Students in this course will explore some of the most important conceptual and philosophical questions underlying physics and finance, like: How are assumptions about randomness compatible with observed forms of determinism? What does it mean to be an atom? How does the quantum world differ from the everyday world? What explains why physical models have unexpected applications in finance? What role should analogy play in physical and financial modelling?
The course will proceed at a conceptual level that is suitable for students of all backgrounds. We begin by introducing the concept of atoms and of the random walk, and investigate the role it played in the development of quantum theory and particle physics. We then explore how random walks and other models used in physics are applied in financial models, and analyse some of the philosophical issues underlying this practice.
What you’ll do
There will be two versions of this course in 2015/6: PH232, for undergraduate students, and PH431 for postgraduate students.
PH232 is available to students on our BSc in Philosophy and Economics, our BSc in Philosophy, Logic and Scientific Method and our BSc in Philosophy, Politics and Economics. The course will also be available to General Course students and as an outside option to students on other programmes where regulations permit.
PH431 is available to students on our MSc in Philosophy of Science and as an outside options to students on other MSc programmes.
This is a half-unit course, meaning that it will run for one term. Teaching will consist of 10 hours of lectures and 10 hours of classes in the Lent Term (11 Jan – 24 March). Each lecture will introduce a different topic and you will have the chance to discuss each of these topics in class groups of no more than 15 students.
Each week, you will be given a problem set to complete as well as short discussion questions to be submitted via Moodle (the LSE’s Virtual Learning Environment).
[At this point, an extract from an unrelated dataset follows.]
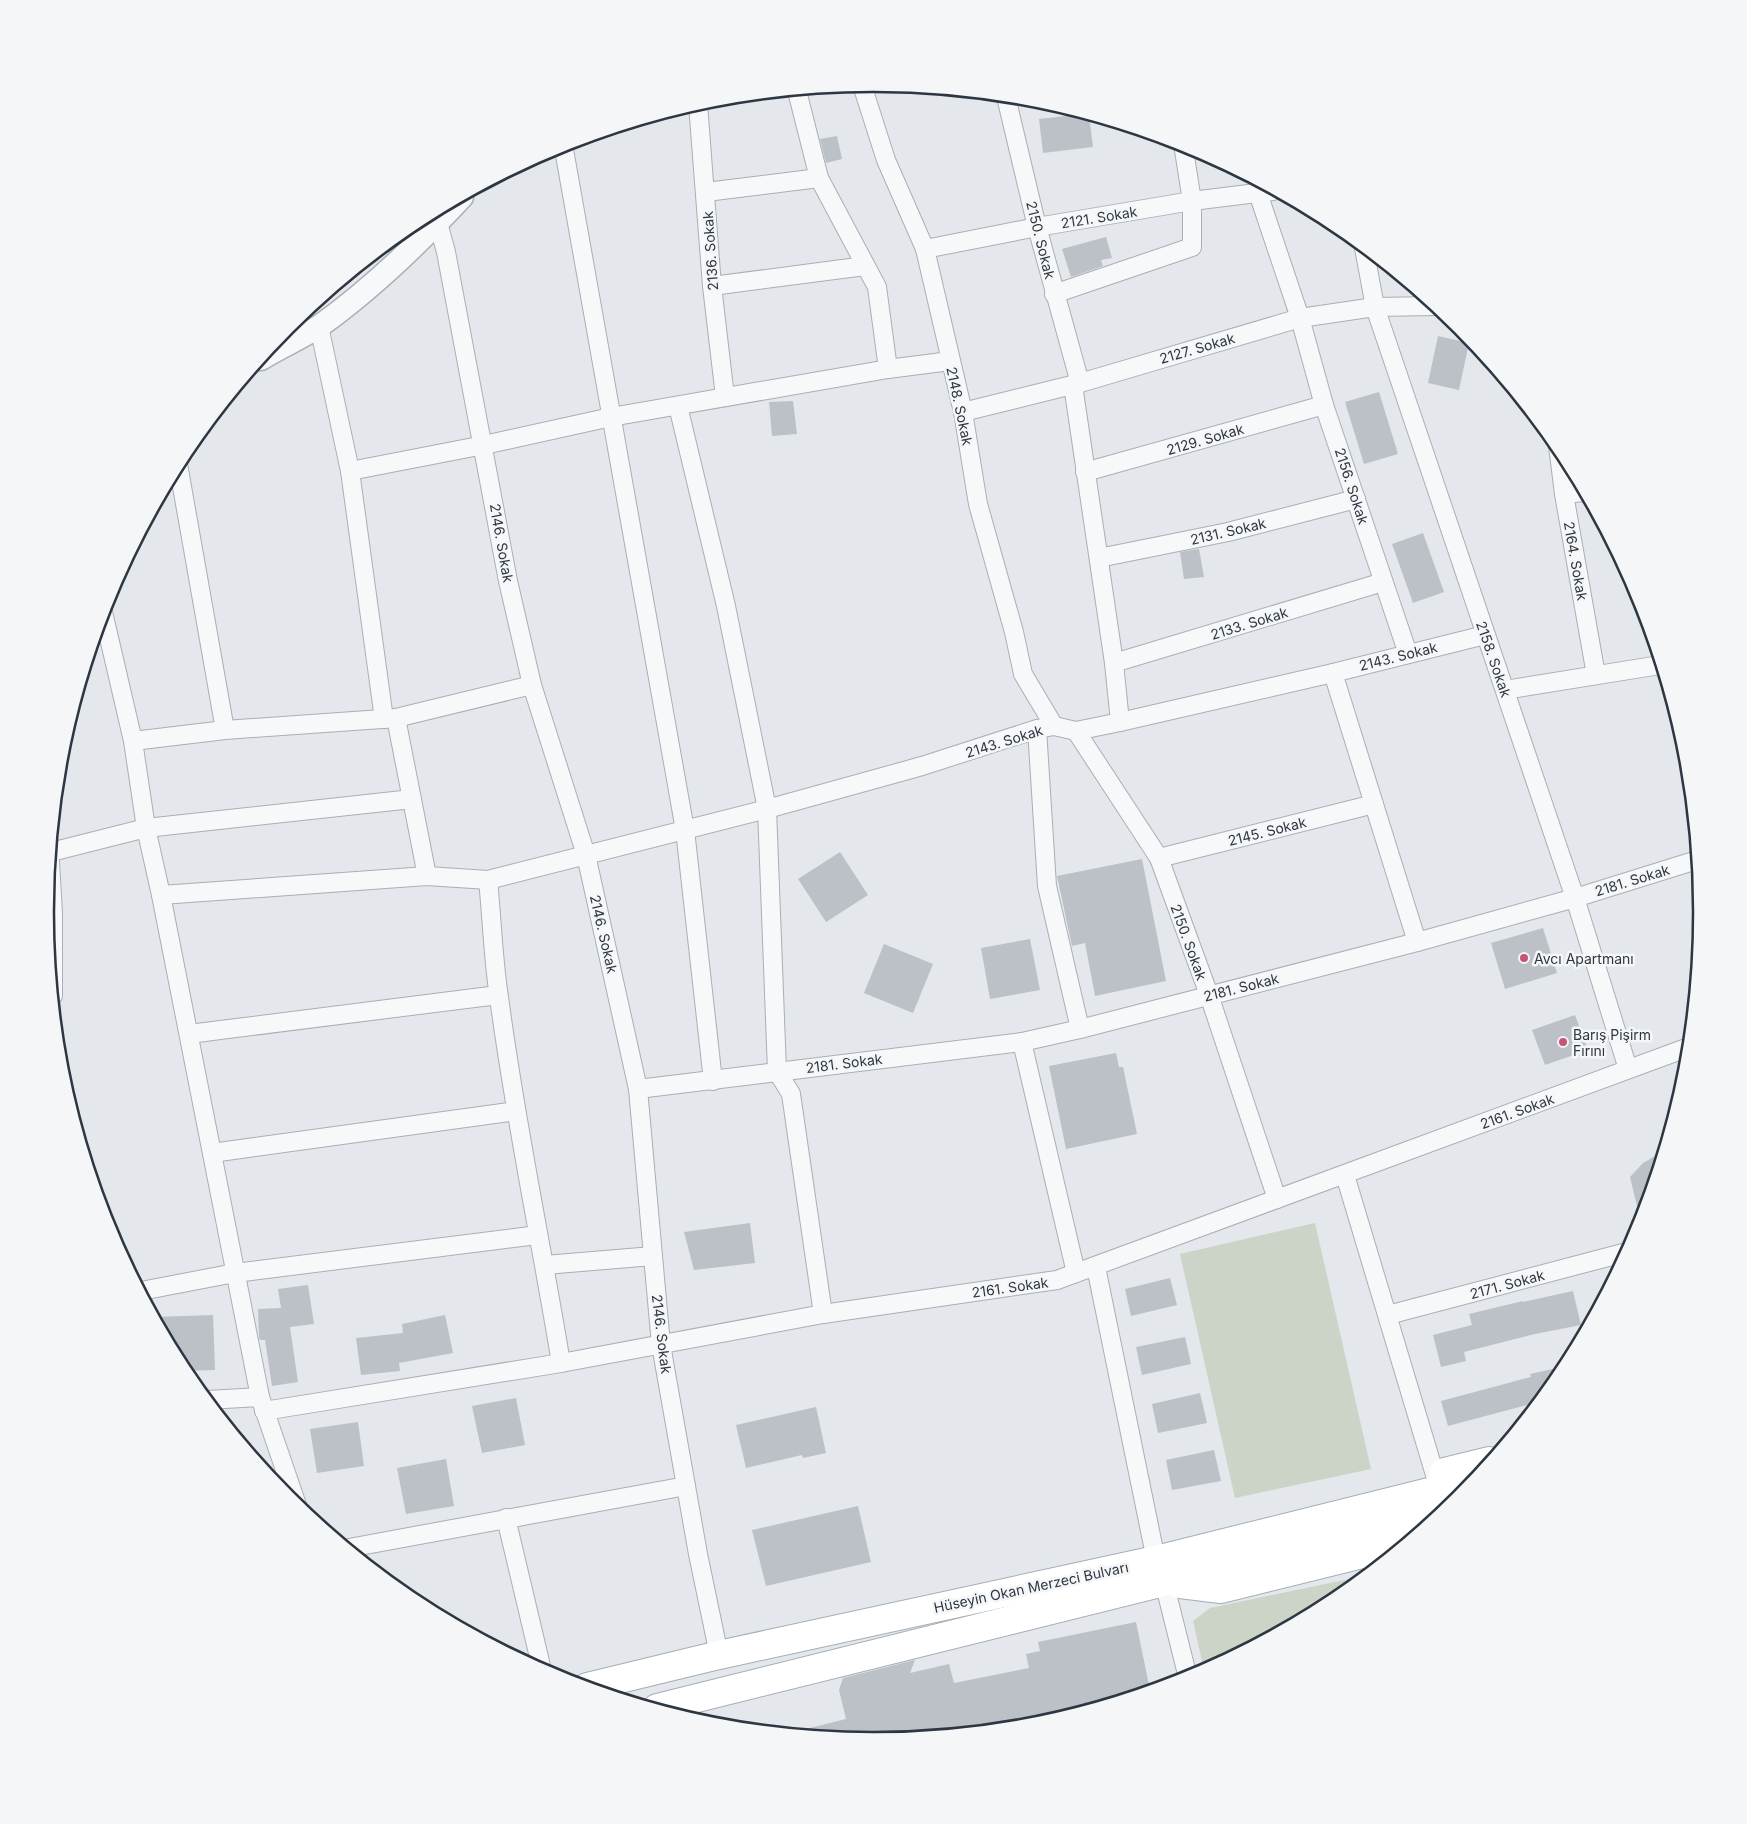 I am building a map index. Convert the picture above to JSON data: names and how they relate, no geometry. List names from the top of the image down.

This is formative work and will not count towards your overall course mark, but is intended as preparation for the final 2 hour exam to be sat at the end of the Summer Term.
Weekly essential readings, selected individually from various book chapters and journal articles, will be provided on Moodle but if you’d like to get a head start here are some indicative readings for you to take a look at over the summer:
- Derman, E. My Life as a Quant
- Mirowski, Phillip. More Heat than Light
- Norton, John D. Einstein for Everyone (especially Chapters 34-37 on Brownian motion and the origins of quantum theory)
- Weatherall, James O. The Physics of Wallstreet (especially Chapter 5, “Physics Hits the Street” on the discovery of the Black-Scholes Equation)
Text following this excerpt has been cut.